Rosacea is a common chronic skin condition characterized by many symptoms that may include facial redness/swelling, skin bumps, visible tiny blood vessels, and eye redness. Some common triggers that may cause flare-ups of rosacea include, but are not limited to, eating hot/spicy foods, drinking hot drinks, drinking alcohol, extremes of temperature, sun exposure, and stress. Depending on the severity of this condition, treatment is composed of gels, creams, lotions, and oral medications. To avoid flares and control symptoms, patients should use daily sunscreen and sun protection, avoid triggers, refrain from using irritating products on your face, and wash skin with a gentle cleanser.

"Unknown rashes:" We are a tertiary center treating the most complicated of rashes. Our doctors take pride in our ability to clarify and treat challenging conditions. We are experienced in treating skin manifestations of lupus, lichen planus, pyoderma gangrenosum, leg ulcers, infectious diseases like methicillin-resistant staph infection (MRSA), and many others.

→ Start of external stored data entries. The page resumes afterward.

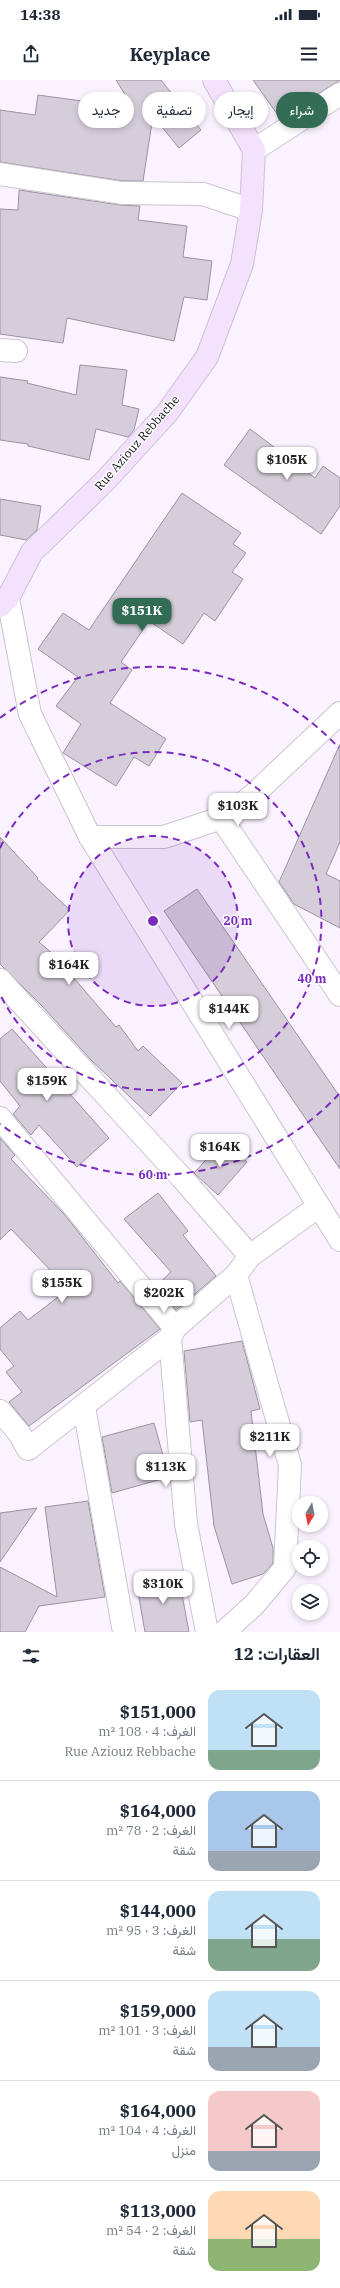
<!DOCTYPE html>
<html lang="ar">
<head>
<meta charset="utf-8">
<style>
	body { margin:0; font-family:"IBM Plex Serif",Vazirmatn,serif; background:#f6f6f7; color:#1f2937; direction:rtl; height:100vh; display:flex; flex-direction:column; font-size:15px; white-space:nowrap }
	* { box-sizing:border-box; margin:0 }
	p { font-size:13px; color:#747a83 }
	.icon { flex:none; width:22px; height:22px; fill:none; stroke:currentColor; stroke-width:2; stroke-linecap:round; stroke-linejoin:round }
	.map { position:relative; height:1552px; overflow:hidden; direction:ltr }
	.drawer { display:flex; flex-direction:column; background:#fff; flex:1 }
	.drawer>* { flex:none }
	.hud { position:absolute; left:12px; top:12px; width:316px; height:36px; direction:rtl; display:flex; gap:8px }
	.needle { width:26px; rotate:190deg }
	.controls { position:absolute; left:292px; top:1416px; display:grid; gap:8px }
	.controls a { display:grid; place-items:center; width:36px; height:36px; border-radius:50%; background:#fff; box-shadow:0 2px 6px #0003; font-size:20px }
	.price { position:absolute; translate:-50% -34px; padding:0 9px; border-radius:8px; background:#fff; color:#222; font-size:13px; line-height:26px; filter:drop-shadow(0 1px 2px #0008) }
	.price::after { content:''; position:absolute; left:50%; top:24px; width:12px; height:9px; margin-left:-6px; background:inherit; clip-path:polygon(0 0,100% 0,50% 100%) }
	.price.active { background:#336c55; color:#fff }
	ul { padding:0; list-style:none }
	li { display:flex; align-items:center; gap:12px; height:100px; padding:0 20px }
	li+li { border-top:1px solid #e0e1e3 }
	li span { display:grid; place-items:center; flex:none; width:112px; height:80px; border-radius:12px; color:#555 }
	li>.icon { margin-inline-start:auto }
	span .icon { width:48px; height:48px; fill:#fffc; stroke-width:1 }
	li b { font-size:17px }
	h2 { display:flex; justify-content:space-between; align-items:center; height:48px; padding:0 20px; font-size:17px }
	.pill { padding:0 14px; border-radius:18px; background:#fff; box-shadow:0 2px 6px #0003; font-size:14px; line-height:36px }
	.pill.active { background:#336c55; color:#fff }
	.status { display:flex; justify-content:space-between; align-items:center; height:28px; padding:0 20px; background:#fff; direction:ltr }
	.status svg { height:11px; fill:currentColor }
	header { display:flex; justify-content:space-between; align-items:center; height:52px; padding:0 20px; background:#fff; font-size:18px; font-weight:700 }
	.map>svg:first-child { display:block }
	.building { fill:#d5cdd9; stroke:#9b939f }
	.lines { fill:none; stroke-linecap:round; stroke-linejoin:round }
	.street-casing { stroke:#ccc3d0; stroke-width:24 }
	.secondary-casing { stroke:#ccc3d0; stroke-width:24 }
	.street { stroke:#fff; stroke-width:22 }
	.secondary { stroke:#f4e1fe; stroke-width:22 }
	.ring { fill:none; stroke:#7b2cbf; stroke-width:2; stroke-dasharray:7 5 }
	.labels { text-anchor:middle; stroke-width:3; stroke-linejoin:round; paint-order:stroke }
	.street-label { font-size:12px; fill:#120f14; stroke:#fff }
	.centre { fill:#7b2cbf; stroke:#fff; stroke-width:2 }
	.ring-label { font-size:12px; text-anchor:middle; font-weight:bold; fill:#7b2cbf; stroke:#fff; stroke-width:3; stroke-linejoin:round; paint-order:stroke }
</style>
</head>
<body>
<div class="status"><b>14:38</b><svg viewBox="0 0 49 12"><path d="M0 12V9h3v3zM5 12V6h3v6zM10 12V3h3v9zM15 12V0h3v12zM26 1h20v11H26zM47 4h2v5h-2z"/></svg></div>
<header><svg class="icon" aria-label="menu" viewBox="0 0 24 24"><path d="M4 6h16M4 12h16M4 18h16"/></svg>Keyplace<svg class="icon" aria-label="share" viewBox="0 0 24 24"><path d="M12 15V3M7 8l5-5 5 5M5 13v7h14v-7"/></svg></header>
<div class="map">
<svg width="340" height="1552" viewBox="0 0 340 1552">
	<rect width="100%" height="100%" fill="#faf2ff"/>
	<g class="building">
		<polygon points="116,0 161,0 201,50 179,68 153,36 143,101 123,101 0,82 0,30 35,35 38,15 133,28"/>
		<polygon points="253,0 340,0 280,38"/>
		<polygon points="19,110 120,125 140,126 138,140 187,146 183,177 212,181 207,220 184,217 174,261 67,238 63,263 0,254 0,129 18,130"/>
		<polygon points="80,285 127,290 122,325 139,329 134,350 128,357 96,349 89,380 28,366 28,364 0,360 0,297 28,301 27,303 76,315"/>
		<polygon points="250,349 315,398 323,386 340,398 340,426 321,454 224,385"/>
		<polygon points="182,413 241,453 233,464 246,473 232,492 243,499 215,541 204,533 183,564 149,541 121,582 132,590 110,623 166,659 149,686 134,677 116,706 63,673 81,644 56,626 78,597 38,569 63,533 89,550"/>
		<polygon points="0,419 41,426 37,450 26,460 0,455"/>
		<polygon points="340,664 340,762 326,794 340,801 340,848 294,824 279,802"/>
		<polygon points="0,757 38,798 37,799 70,830 39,862 68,887 66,889 116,947 119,945 138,971 143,966 182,1003 150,1036 92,981 42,926 0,884"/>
		<polygon points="197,809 340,1017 340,1089 164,831"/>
		<polygon points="12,949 109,1058 77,1087 39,1045 31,1055 13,1034 20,1026 0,1001 0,959"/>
		<polygon points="0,1058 15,1075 11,1079 65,1135 118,1203 120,1201 160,1249 29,1346 9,1322 22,1312 6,1292 14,1286 0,1269 0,1248 20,1231 28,1240 66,1211 53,1193 11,1149 0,1160"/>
		<polygon points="223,1061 247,1082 218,1115 194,1093"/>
		<polygon points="158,1113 188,1151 183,1155 216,1196 176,1230 156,1206 171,1192 124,1139"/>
		<polygon points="242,1261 260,1329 251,1331 263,1434 273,1468 273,1483 263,1494 232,1504 214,1446 202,1340 190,1342 184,1271"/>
		<polygon points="154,1343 169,1397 112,1413 102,1357"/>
		<polygon points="88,1421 105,1517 39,1526 25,1552 0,1552 0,1487 57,1517 45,1427"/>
		<polygon points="37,1428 0,1482 0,1433"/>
		<polygon points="178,1493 189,1552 145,1552 136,1501"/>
	</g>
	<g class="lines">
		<defs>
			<g id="street">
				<polyline points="254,70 340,14"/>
				<polyline points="0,94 122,113 203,114 251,130"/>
				<polyline points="0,270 16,271"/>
				<polyline points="8,518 30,634 90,757 340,1160"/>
				<polyline points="221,738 340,915"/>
				<polyline points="90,757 164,757 221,738 251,717 340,633"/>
				<polyline points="0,900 182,1098 250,1176"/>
				<polyline points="0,1038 175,1248"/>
				<polyline points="170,1258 186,1444 207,1552"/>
				<polyline points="84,1327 124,1552"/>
				<polyline points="0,1331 19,1353 28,1369 170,1258 175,1248 236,1195 250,1176 319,1126"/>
				<polyline points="224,1552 254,1525 285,1488 290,1385 236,1195"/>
			</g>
			<polyline id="secondary" points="0,526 8,518 32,472 105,401 167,333 207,277 242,184 251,130 254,70 214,0"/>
		</defs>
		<use href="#street" class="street-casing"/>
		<use href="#secondary" class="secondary-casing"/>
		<use href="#street" class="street"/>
		<use href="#secondary" class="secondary"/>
	</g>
	<circle cx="153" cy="841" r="85" fill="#7b2cbf" fill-opacity=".12"/>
	<g class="ring">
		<circle cx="153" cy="841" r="85"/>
		<path d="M0 768A169 169 0 1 1 0 914"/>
		<path d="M339 1014A254 254 0 0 1 0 1044M0 638A254 254 0 0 1 339 668"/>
	</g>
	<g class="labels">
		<g class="street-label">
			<text transform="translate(137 363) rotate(-49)" y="4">Rue Aziouz Rebbache</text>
		</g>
	</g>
	<circle cx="153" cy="841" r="6" class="centre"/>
	<g class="ring-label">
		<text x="238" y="845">20 m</text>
		<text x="312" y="903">40 m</text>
		<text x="153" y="1099">60 m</text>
	</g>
</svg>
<div class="controls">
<a><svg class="needle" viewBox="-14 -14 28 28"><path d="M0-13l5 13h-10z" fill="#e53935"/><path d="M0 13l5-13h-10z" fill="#747a83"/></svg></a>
<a><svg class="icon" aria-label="locate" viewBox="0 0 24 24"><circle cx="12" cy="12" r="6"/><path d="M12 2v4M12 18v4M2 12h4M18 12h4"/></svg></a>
<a><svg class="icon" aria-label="layers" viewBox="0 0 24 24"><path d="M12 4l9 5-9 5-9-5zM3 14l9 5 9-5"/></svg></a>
</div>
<b class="price" style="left:287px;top:401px">$105K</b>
<b class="price active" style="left:142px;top:552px">$151K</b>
<b class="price" style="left:238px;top:747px">$103K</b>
<b class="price" style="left:69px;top:906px">$164K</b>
<b class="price" style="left:229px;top:950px">$144K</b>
<b class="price" style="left:47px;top:1022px">$159K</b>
<b class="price" style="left:220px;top:1088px">$164K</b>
<b class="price" style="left:62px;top:1224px">$155K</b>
<b class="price" style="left:164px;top:1234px">$202K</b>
<b class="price" style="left:270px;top:1378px">$211K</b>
<b class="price" style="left:166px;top:1408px">$113K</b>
<b class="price" style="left:163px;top:1525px">$310K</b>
<div class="hud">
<a class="pill active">شراء</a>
<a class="pill">إيجار</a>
<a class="pill">تصفية</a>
<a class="pill">جديد</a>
</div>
</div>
<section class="drawer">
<h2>العقارات: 12<svg class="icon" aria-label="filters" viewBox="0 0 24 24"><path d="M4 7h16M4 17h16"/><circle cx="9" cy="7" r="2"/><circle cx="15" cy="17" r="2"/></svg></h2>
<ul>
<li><span style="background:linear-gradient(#bfe0f5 75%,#7fa58c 0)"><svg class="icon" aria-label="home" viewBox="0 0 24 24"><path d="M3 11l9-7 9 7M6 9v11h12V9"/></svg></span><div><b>$151,000</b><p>الغرف: 4 · 108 m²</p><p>Rue Aziouz Rebbache</p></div></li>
<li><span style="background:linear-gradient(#a9c7e8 75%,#9aa5b1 0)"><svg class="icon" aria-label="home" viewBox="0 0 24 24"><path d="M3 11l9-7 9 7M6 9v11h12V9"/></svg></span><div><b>$164,000</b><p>الغرف: 2 · 78 m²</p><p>شقة</p></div></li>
<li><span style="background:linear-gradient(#bfe0f5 60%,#7fa58c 0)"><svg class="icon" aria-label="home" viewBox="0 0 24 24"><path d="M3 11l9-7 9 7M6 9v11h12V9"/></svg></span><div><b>$144,000</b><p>الغرف: 3 · 95 m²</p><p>شقة</p></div></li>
<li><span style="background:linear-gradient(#bfe0f5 70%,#9aa5b1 0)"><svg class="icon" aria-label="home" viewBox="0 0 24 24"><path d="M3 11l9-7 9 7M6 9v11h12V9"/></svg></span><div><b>$159,000</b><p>الغرف: 3 · 101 m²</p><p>شقة</p></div></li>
<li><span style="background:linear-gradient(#f6c9c9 75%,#9aa5b1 0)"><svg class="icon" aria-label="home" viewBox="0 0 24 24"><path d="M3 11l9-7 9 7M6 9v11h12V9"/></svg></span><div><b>$164,000</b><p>الغرف: 4 · 104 m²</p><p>منزل</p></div></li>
<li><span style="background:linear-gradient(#ffd9b3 60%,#8fb573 0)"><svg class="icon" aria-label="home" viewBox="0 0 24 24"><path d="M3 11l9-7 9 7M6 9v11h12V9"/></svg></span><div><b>$113,000</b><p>الغرف: 2 · 54 m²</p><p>شقة</p></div></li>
</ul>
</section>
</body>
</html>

Vitiligo is a skin condition that involves complete loss of pigment. Typically, the area of skin affected is small, but it can increase over time. Vitiligo can affect any race, but it is more noticeable in patients with darker skin. There is currently no cure for vitiligo, but common therapies include narrow-band UVB phototherapy and excimer laser. The Department of Dermatology at The Mount Sinai Hospital was the first to patent the use of the excimer laser for treatment of vitiligo.